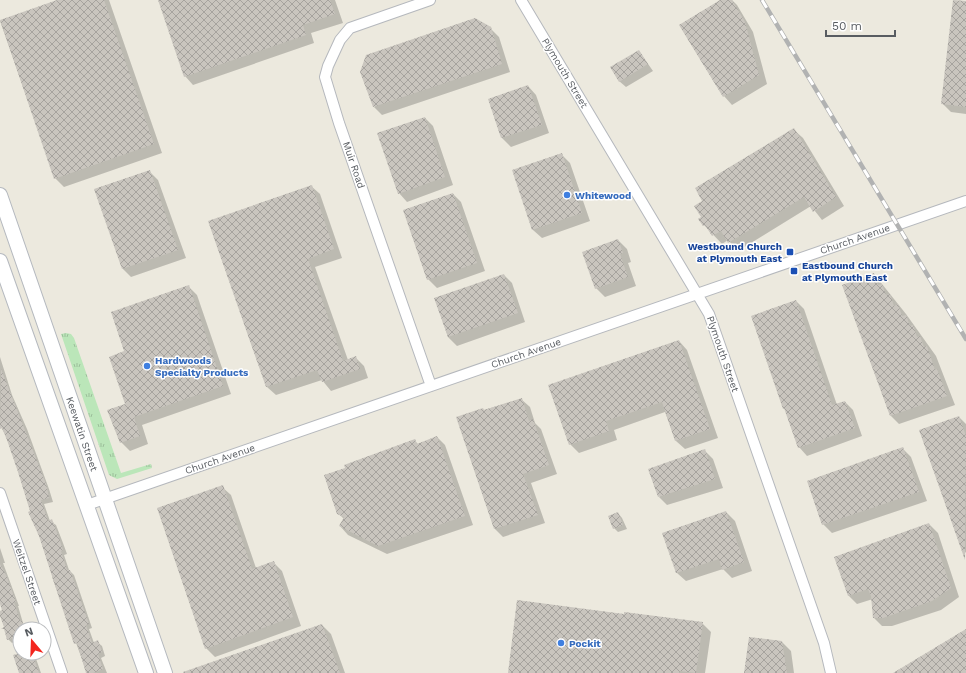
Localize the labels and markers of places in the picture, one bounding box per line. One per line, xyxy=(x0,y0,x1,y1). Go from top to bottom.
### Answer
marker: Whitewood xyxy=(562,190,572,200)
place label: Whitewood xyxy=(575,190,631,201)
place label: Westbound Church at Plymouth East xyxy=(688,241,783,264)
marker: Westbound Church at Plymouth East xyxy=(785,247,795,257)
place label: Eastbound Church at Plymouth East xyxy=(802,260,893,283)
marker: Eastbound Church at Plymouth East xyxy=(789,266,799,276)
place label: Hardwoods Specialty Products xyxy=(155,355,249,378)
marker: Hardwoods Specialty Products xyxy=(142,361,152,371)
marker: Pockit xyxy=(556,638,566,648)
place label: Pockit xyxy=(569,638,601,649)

^^^^^^^^

Exactly as written, give every entry again, but not the pictures.

Solution —
Localize the labels and markers of places in the picture, one bounding box per line. One per line, xyxy=(x0,y0,x1,y1). Go from top to bottom.
### Answer
marker: Whitewood xyxy=(562,190,572,200)
place label: Whitewood xyxy=(575,190,631,201)
place label: Westbound Church at Plymouth East xyxy=(688,241,783,264)
marker: Westbound Church at Plymouth East xyxy=(785,247,795,257)
place label: Eastbound Church at Plymouth East xyxy=(802,260,893,283)
marker: Eastbound Church at Plymouth East xyxy=(789,266,799,276)
place label: Hardwoods Specialty Products xyxy=(155,355,249,378)
marker: Hardwoods Specialty Products xyxy=(142,361,152,371)
marker: Pockit xyxy=(556,638,566,648)
place label: Pockit xyxy=(569,638,601,649)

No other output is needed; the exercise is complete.